Start of The input
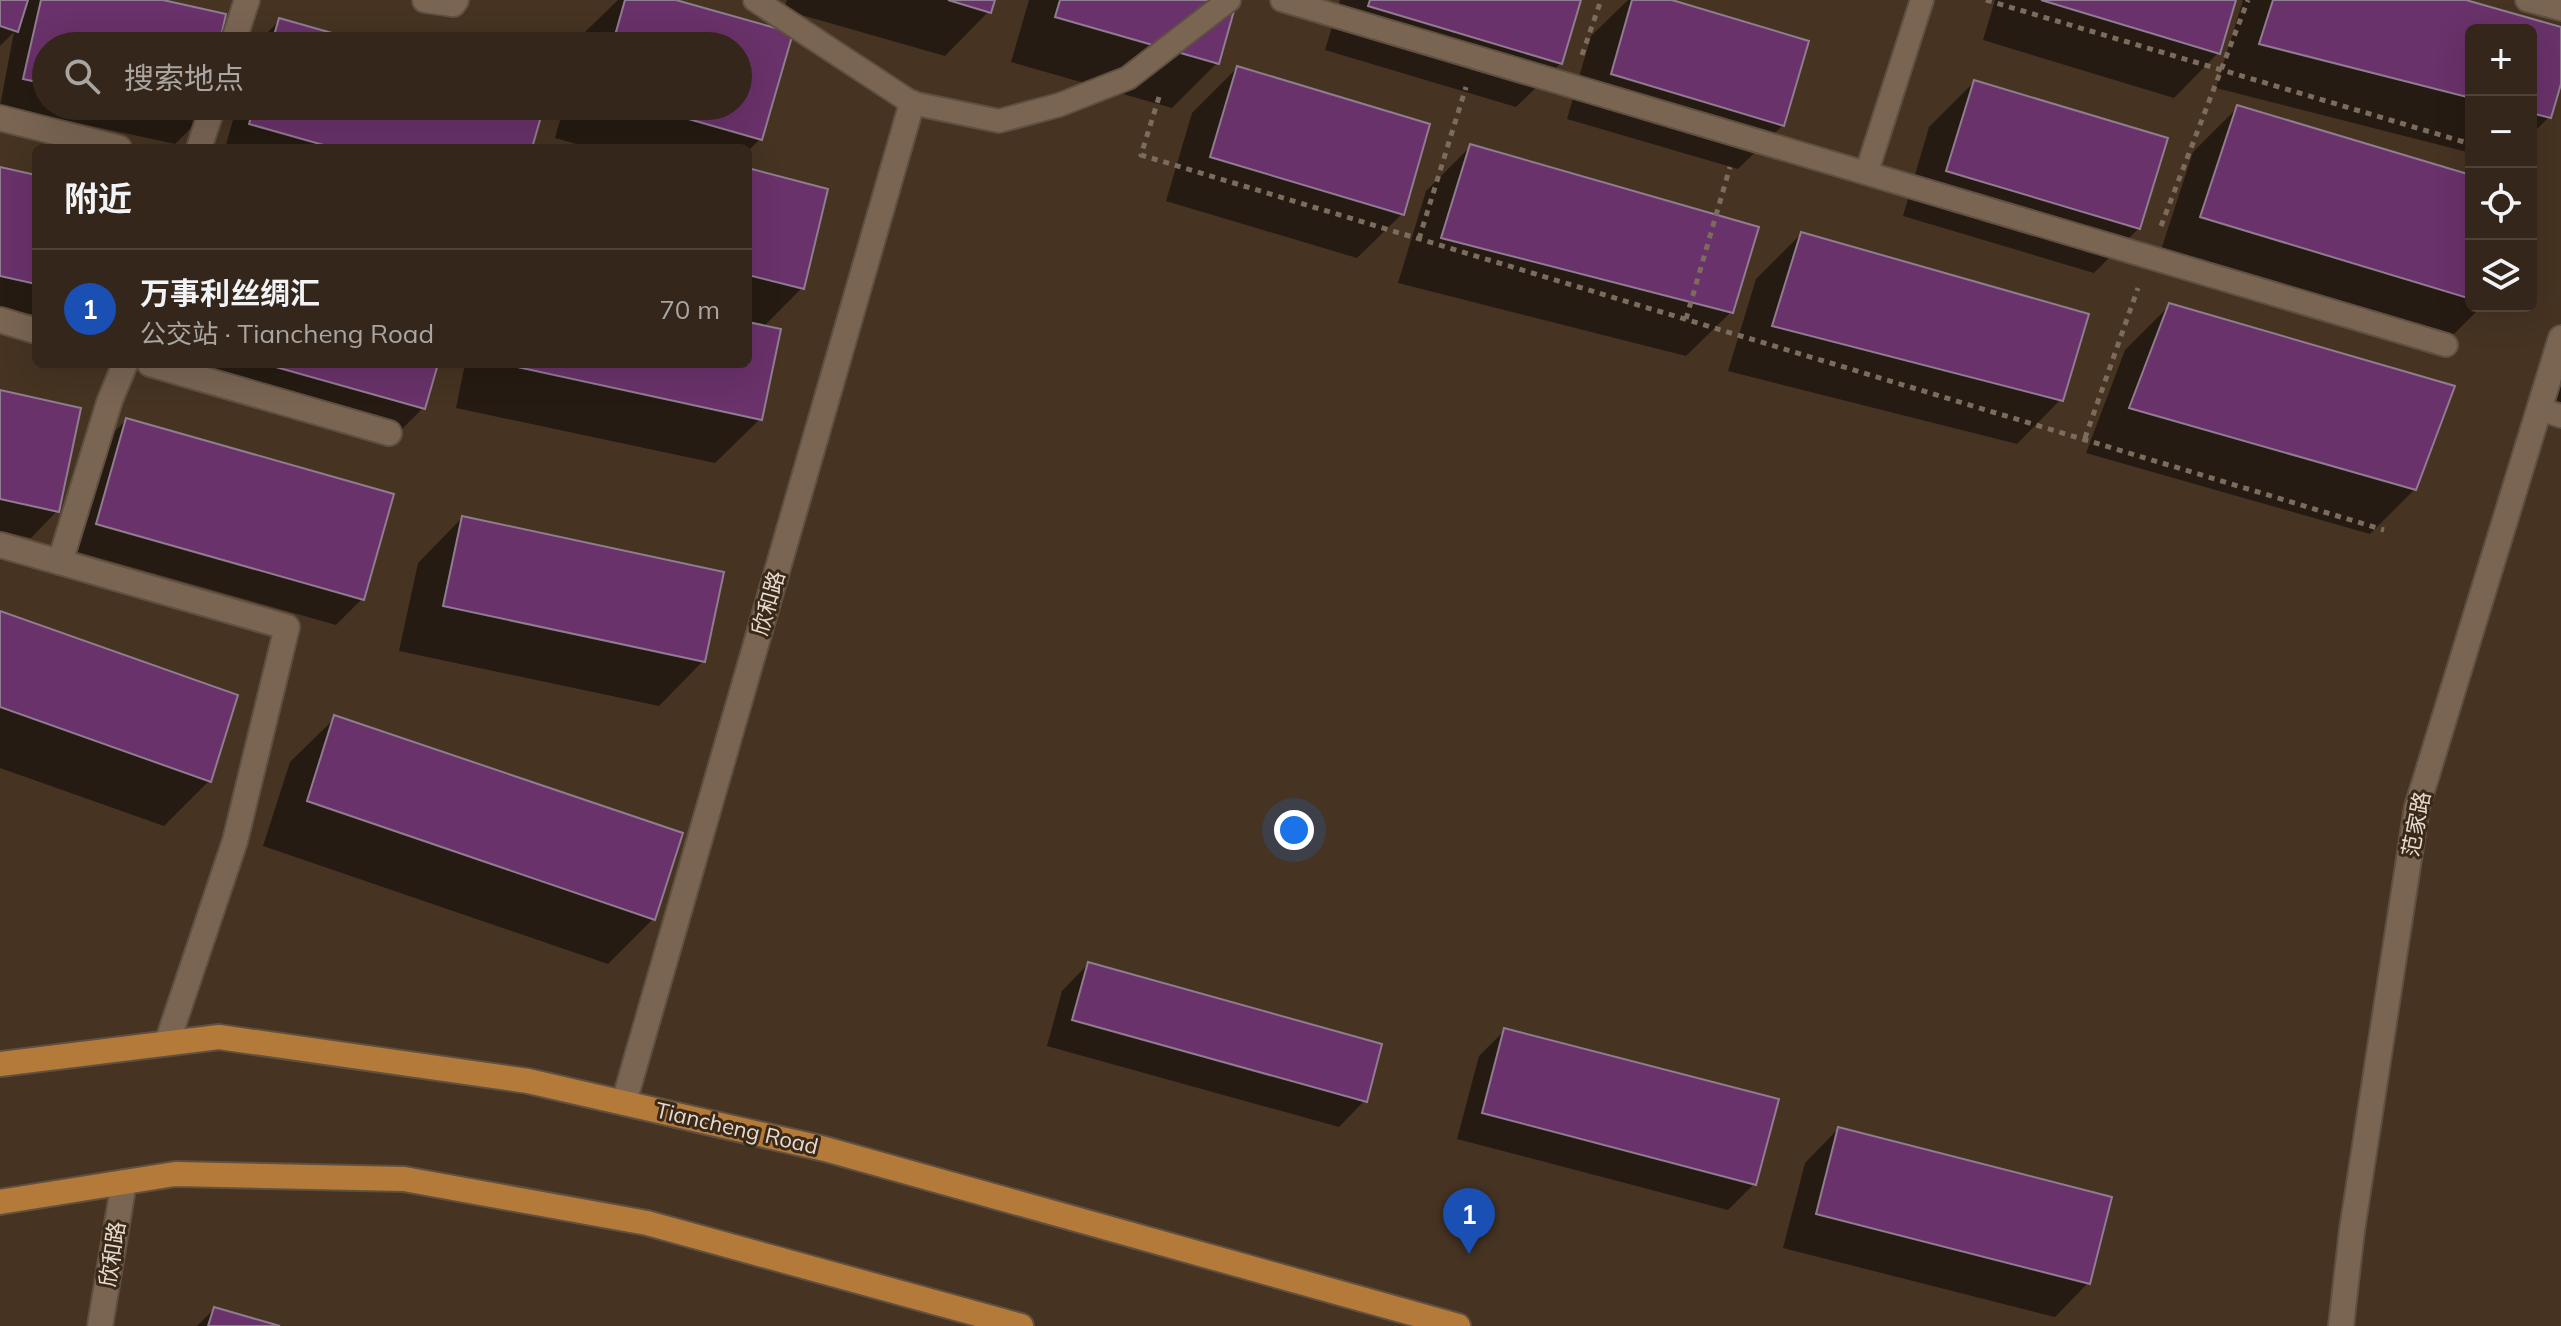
<!DOCTYPE html>
<html lang="zh">
<meta charset="utf-8">
<style>
body{margin:0;font-family:Mulish,"Noto Sans SC",sans-serif;background:#3f3227;color:#f1f3f6}
.controls{position:absolute;right:24px;top:24px;display:grid;overflow:hidden;border-radius:12px;box-shadow:0 8px 32px #0002}
.controls button{width:72px;height:72px;display:grid;place-items:center;padding:0;border:0;border-bottom:2px solid #4e4339;background:#34261a;color:#f1f3f6;font:40px sans-serif}
.you{position:absolute;left:1294px;top:830px;width:28px;height:28px;margin:-20px;border:6px solid #fff;border-radius:50%;background:#1a73e8;box-shadow:0 0 0 12px #1a73e833}
.badge{display:grid;place-items:center;width:52px;height:52px;border-radius:50%;background:#d6ab8b;color:#fff;font-size:26px;font-weight:700}
.pin{position:absolute;translate:-50% -66px;filter:drop-shadow(0 2px 4px #0008)}
.pin::after{content:'';position:absolute;top:42px;width:28px;height:24px;background:inherit;clip-path:polygon(0 0,100% 0,50% 100%)}
.list{margin:0;padding:0;list-style:none}
h2{display:flex;justify-content:space-between;align-items:center;height:104px;margin:0;padding:0 32px;font-size:34px}
h2 small{font-size:26px;font-weight:400;color:#a9a5a2}
.list li{display:grid;grid-template-columns:52px 1fr auto;gap:24px;align-items:center;box-sizing:border-box;height:120px;padding:0 32px;border-top:2px solid #4e4339}
.list b{display:block;font-size:30px;white-space:nowrap}
.list p{margin:0;font-size:26px;white-space:nowrap;color:#a9a5a2}
.list em{font-size:26px;font-style:normal;color:#a9a5a2}
.icon{flex:none;width:44px;height:44px;fill:none;stroke:currentColor;stroke-width:2;stroke-linecap:round;stroke-linejoin:round}
.map{position:relative;flex:none;width:2561px;height:1326px;overflow:hidden}
.search{position:absolute;background:#34261a;box-shadow:0 8px 32px #0002;left:32px;top:32px;width:720px;height:88px;display:flex;align-items:center;gap:20px;box-sizing:border-box;padding:0 28px;border-radius:44px;color:#a9a5a2;font-size:30px}
.panel{position:absolute;background:#34261a;box-shadow:0 8px 32px #0002;left:32px;top:144px;width:720px;height:224px;border-radius:12px}
.map>svg:first-child{display:block}
.shadow{fill:#0007}
.building{fill:#69326a;stroke:#907c90;stroke-width:2}
.lines{fill:none;stroke-linecap:round;stroke-linejoin:round}
.lane-casing{stroke:#5f5041;stroke-width:26}
.street-casing{stroke:#5f5041;stroke-width:28}
.primary-casing{stroke:#5f5041;stroke-width:28}
.path{stroke:#7c6c5d;stroke-width:5;stroke-dasharray:6 6;stroke-linecap:butt}
.lane{stroke:#7a6553;stroke-width:22}
.street{stroke:#7a6553;stroke-width:24}
.primary{stroke:#b47a3a;stroke-width:24}
.labels{text-anchor:middle;stroke-width:6;stroke-linejoin:round;paint-order:stroke}
.street-label{font-size:22px;fill:#e6dad0;stroke:#3b2918}
</style>
<div class="map">
<svg width="2561" height="1326" viewBox="0 0 2561 1326">
<rect width="100%" height="100%" fill="#463322"/>
<g class="shadow">
<path d="M0,0h154l63,46h-171v60h158l-3,12 -26,26 -175,-38 14,-74 -14,14z"/>
<path d="M618,0h51l121,34 -30,105 -12,12v-3h-157l-36,-10 9,-32h174v-60h-157l3,-13z"/>
<path d="M787,0h206l-4,11 -44,45 -161,-46z"/>
<path d="M1029,0h206l-18,63 -45,45 -161,-46z"/>
<path d="M1340,0h239l-18,63 -45,44 -191,-57z"/>
<path d="M1628,0h37l118,125 -45,44 -171,-50 24,-83z"/>
<path d="M1995,0h239l-16,53 -44,45 -191,-58z"/>
<path d="M2243,0h216l102,29v48l-12,40 -18,18v-105h-60v123l-255,-65z"/>
<path d="M280,20l91,26h-117z"/>
<path d="M1237,68l165,146 -45,44 -191,-57 26,-88z"/>
<path d="M1974,82l165,146 -45,45 -191,-57 26,-89z"/>
<path d="M237,106h304l-11,42h-305z"/>
<path d="M2237,108l234,69v129h11l-42,42 -283,-86 36,-110z"/>
<path d="M1471,146l260,166 -45,44 -288,-73 28,-92z"/>
<path d="M0,169l36,8v138l-36,-7z"/>
<path d="M748,170l54,118 -39,39 -3,92 -45,44 -259,-55 9,-44h283z"/>
<path d="M1801,234l260,165 -44,45 -289,-73 28,-92z"/>
<path d="M2170,305l245,184 -45,45 -284,-81 39,-103z"/>
<path d="M148,364h288l-13,44 -26,26z"/>
<path d="M2561,384v39l-12,-4z"/>
<path d="M0,392l57,119 -26,27 -31,-7z"/>
<path d="M126,420l236,179 -26,26 -265,-75 29,-104z"/>
<path d="M462,518l241,143 -44,45 -260,-55 19,-88z"/>
<path d="M0,613l209,168 -45,45 -164,-58z"/>
<path d="M335,718l318,201 -45,45 -345,-118 27,-84z"/>
<path d="M1088,964l277,136 -26,27 -292,-81 15,-55z"/>
<path d="M1505,1030l249,154 -26,26 -271,-71 22,-83z"/>
<path d="M1838,1129l250,154 -33,34 -272,-69 22,-85z"/>
<path d="M214,1309l58,17h-75z"/>
</g>
<g class="building">
<path d="M0,0h28l-10,32 -18,-6z"/>
<path d="M41,0h122l63,14 -7,32h-173v38l-23,-5z"/>
<path d="M625,0h51l117,33 -31,107 -119,-34h95v-60h-126z"/>
<path d="M948,0h47l-4,13z"/>
<path d="M1060,0h177l-18,64 -164,-47z"/>
<path d="M1370,0h211l-19,64 -194,-58z"/>
<path d="M1632,0h40l137,41 -25,85 -173,-52z"/>
<path d="M2041,0h195l-16,54z"/>
<path d="M2273,0h193l95,27v57l-10,34 -20,-5v-83h-60v68l-212,-54z"/>
<path d="M279,18l99,28h-107z"/>
<path d="M1237,66l193,58 -26,91 -194,-58z"/>
<path d="M1974,80l194,58 -28,91 -194,-58z"/>
<path d="M2237,105l234,70v124l-271,-82z"/>
<path d="M144,106h62l-3,13z"/>
<path d="M254,106h290l-12,42h-198l-85,-24z"/>
<path d="M1470,144l289,83 -26,86 -292,-75z"/>
<path d="M0,167l36,8v109l-36,-8z"/>
<path d="M748,168l80,21 -24,100 -56,-14z"/>
<path d="M1801,232l288,82 -26,87 -291,-75z"/>
<path d="M2169,303l286,83 -39,104 -287,-82z"/>
<path d="M748,322l33,7 -19,91 -259,-56h245z"/>
<path d="M265,364h173l-13,45z"/>
<path d="M0,390l81,18 -22,104 -59,-13z"/>
<path d="M126,418l268,76 -30,106 -268,-76z"/>
<path d="M462,516l262,56 -19,90 -262,-56z"/>
<path d="M0,611l238,84 -27,87 -211,-75z"/>
<path d="M334,715l349,118 -28,87 -348,-119z"/>
<path d="M1088,962l294,82 -15,58 -295,-82z"/>
<path d="M1504,1028l275,71 -23,86 -274,-72z"/>
<path d="M1838,1127l274,70 -22,87 -274,-70z"/>
<path d="M214,1307l66,19h-72z"/>
</g>
<g class="lines">
<defs>
<g id="lane">
<path d="M755,0l157,103 87,18 60,-16 69,-27 101,-78"/>
<path d="M1282,0l1164,345"/>
<path d="M2527,0l34,9"/>
<path d="M1867,171l55,-171"/>
<path d="M2540,409l21,7"/>
</g>
<g id="street">
<path d="M425,0l28,4 3,-4"/>
<path d="M232,46l15,-46"/>
<path d="M0,118l119,30"/>
<path d="M199,148l14,-42"/>
<path d="M0,320l36,11"/>
<path d="M150,364l239,69"/>
<path d="M0,545l287,82 -52,214 -68,202"/>
<path d="M60,562l50,-162 15,-36"/>
<path d="M624,1102l288,-999"/>
<path d="M100,1326l24,-144"/>
<path d="M2341,1326l11,-96 65,-423 144,-469"/>
</g>
<g id="primary">
<path d="M0,1064l219,-27 309,44 297,68 633,177"/>
<path d="M0,1202l175,-28 229,5 243,44 374,103"/>
</g>
</defs>
<use href="#lane" class="lane-casing"/>
<use href="#street" class="street-casing"/>
<use href="#primary" class="primary-casing"/>
<g class="path">
<path d="M1986,0l485,144"/>
<path d="M1582,55l19,-55"/>
<path d="M1159,97l-18,58 1243,375"/>
<path d="M2161,226l87,-226"/>
<path d="M1419,239l47,-152"/>
<path d="M1686,319l44,-152"/>
<path d="M2085,438l53,-150"/>
</g>
<use href="#lane" class="lane"/>
<use href="#street" class="street"/>
<use href="#primary" class="primary"/>
</g>
<g class="labels">
<g class="street-label">
<text transform="translate(768 603) rotate(-74)" y="8">欣和路</text>
<text transform="translate(2416 824) rotate(-79)" y="8">范家路</text>
<text transform="translate(737 1128) rotate(13)" y="8">Tiancheng Road</text>
<text transform="translate(112 1254) rotate(-81)" y="8">欣和路</text>
</g>
</g>
</svg>
<div class="controls">
<button>+</button>
<button>−</button>
<button><svg class="icon" aria-label="locate" viewBox="0 0 24 24"><circle cx="12" cy="12" r="6"/><path d="M12 2v4M12 18v4M2 12h4M18 12h4"/></svg></button>
<button><svg class="icon" aria-label="layers" viewBox="0 0 24 24"><path d="M12 4l9 5-9 5-9-5zM3 14l9 5 9-5"/></svg></button>
</div>
<div class="you"></div>
<div class="pin badge" style="left:1469px;top:1254px;background:#1a4fb4">1</div>
<div class="search"><svg class="icon" aria-label="search" viewBox="0 0 24 24"><circle cx="10" cy="10" r="6"/><path d="M15 15l6 6"/></svg>搜索地点</div>
<section class="panel">
<h2>附近<small></small></h2>
<ul class="list">
<li><span class="badge" style="background:#1a4fb4">1</span><div><b>万事利丝绸汇</b><p>公交站 · Tiancheng Road</p></div><em>70 m</em></li>
</ul>
</section>
</div>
End of The input
Copy out every line of the listing that contains the string "transform".

▸ **Solution for this exercise**
<text transform="translate(768 603) rotate(-74)" y="8">欣和路</text>
<text transform="translate(2416 824) rotate(-79)" y="8">范家路</text>
<text transform="translate(737 1128) rotate(13)" y="8">Tiancheng Road</text>
<text transform="translate(112 1254) rotate(-81)" y="8">欣和路</text>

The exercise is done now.